_DATA SECTION_.
= Beginning of Section =

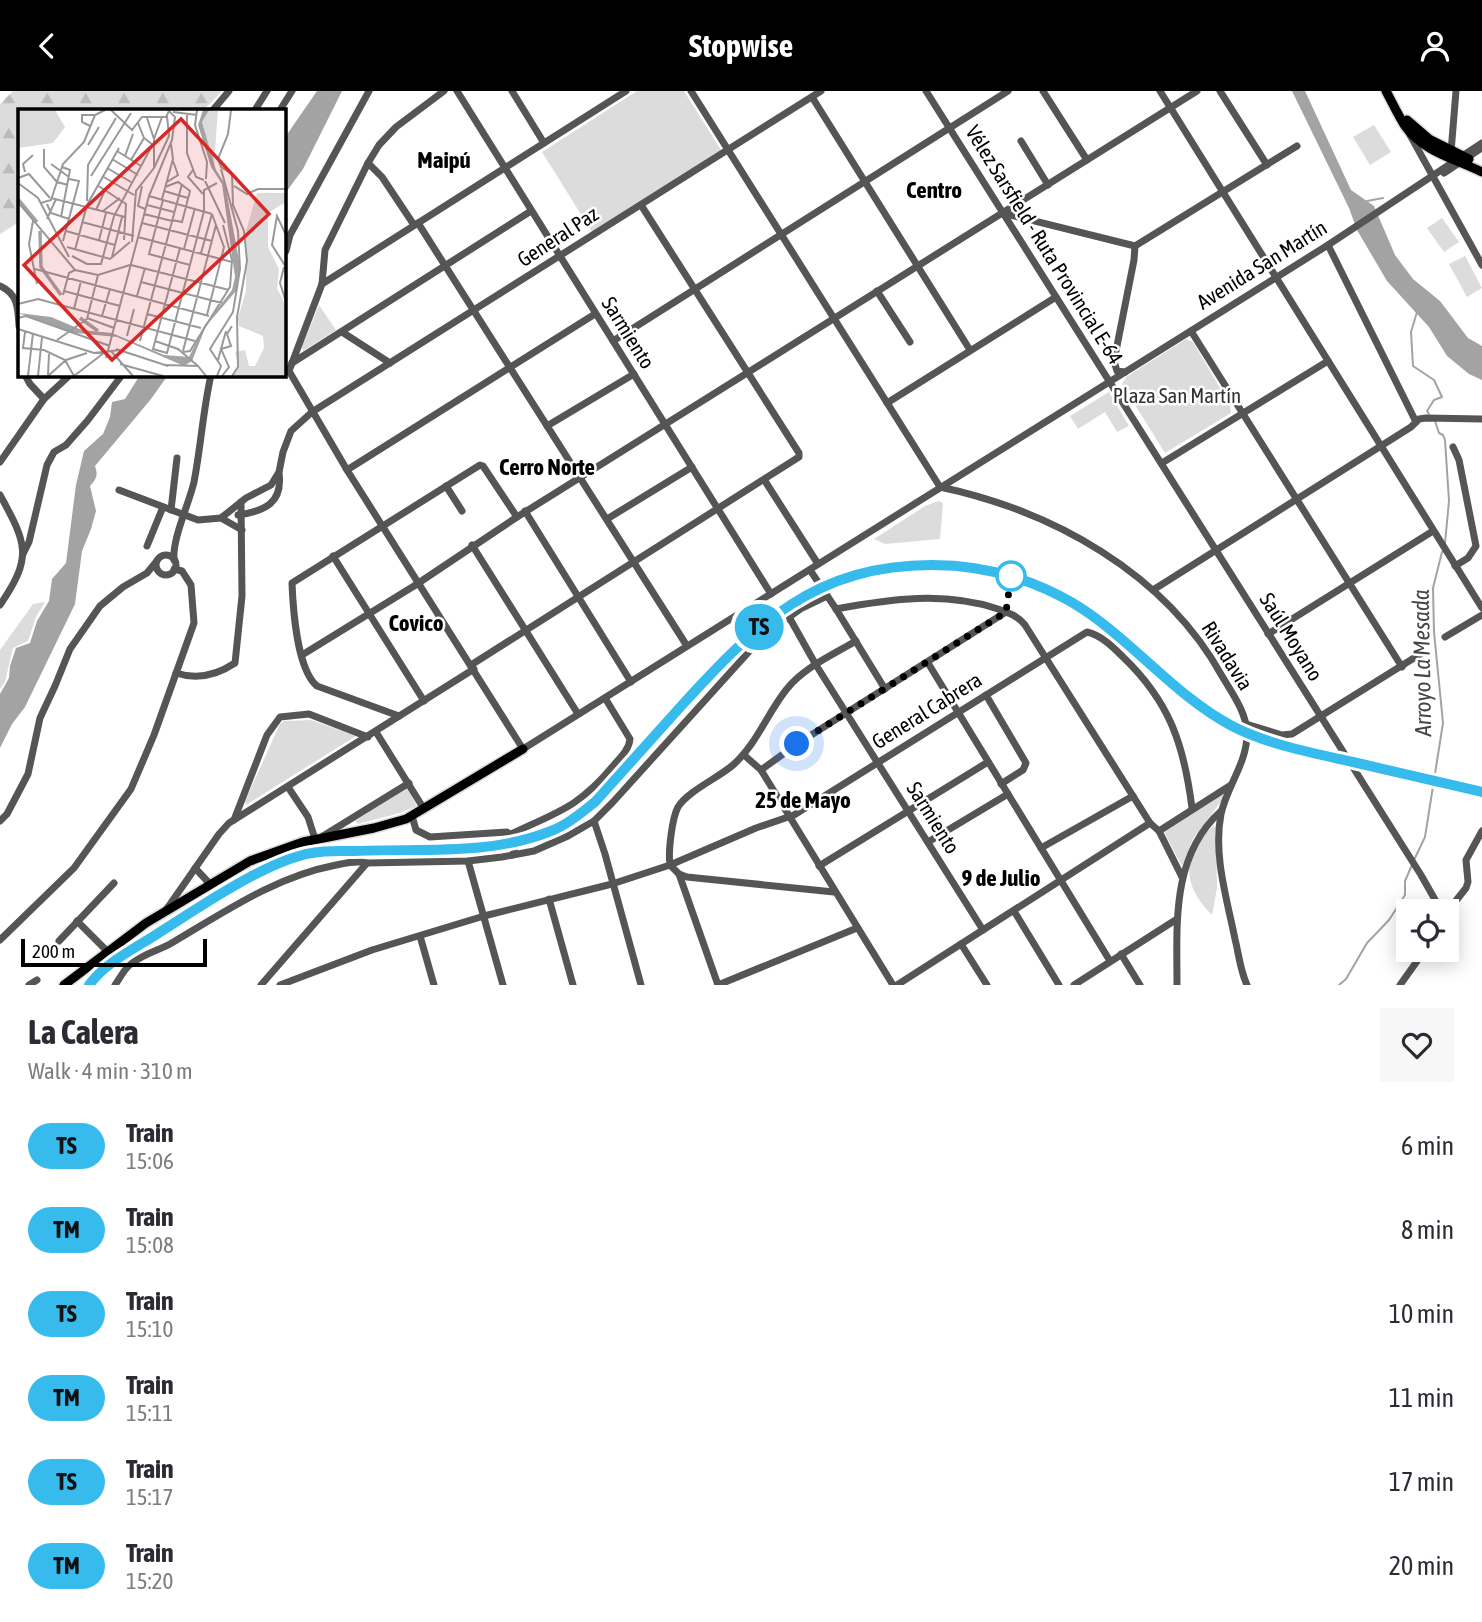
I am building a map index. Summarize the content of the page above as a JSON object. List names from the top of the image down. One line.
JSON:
{"streets":{"street":["General Paz","Vélez Sarsfield - Ruta Provincial E-64","Avenida San Martín","Sarmiento","Saúl Moyano","Rivadavia","General Cabrera"]},"crossings":[["General Paz","Sarmiento"],["Vélez Sarsfield - Ruta Provincial E-64","Avenida San Martín"],["Vélez Sarsfield - Ruta Provincial E-64","Saúl Moyano"],["Avenida San Martín","Sarmiento"],["Avenida San Martín","Saúl Moyano"],["Avenida San Martín","Rivadavia"],["Sarmiento","General Cabrera"]],"districts":["Maipú","Centro","Cerro Norte","Covico","25 de Mayo","9 de Julio"],"water":["Arroyo La Mesada"],"parks":["Plaza San Martín"],"scale_bar":"200 m","page":{"header":"Stopwise","on_map":"TS","scale":"200 m","heading":["La Calera","Walk · 4 min · 310 m"],"list":[{"mark":"TS","name":"Train","note":"15:06","value":"6 min"},{"mark":"TM","name":"Train","note":"15:08","value":"8 min"},{"mark":"TS","name":"Train","note":"15:10","value":"10 min"},{"mark":"TM","name":"Train","note":"15:11","value":"11 min"},{"mark":"TS","name":"Train","note":"15:17","value":"17 min"},{"mark":"TM","name":"Train","note":"15:20","value":"20 min"}]}}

= End of Section =

_WORK TO BE COMPLETED_. If a line of the data holds the string "JSON", list it.

_COMPLETED EXERCISE_.
I am building a map index. Summarize the content of the page above as a JSON object. List names from the top of the image down. One line.
JSON:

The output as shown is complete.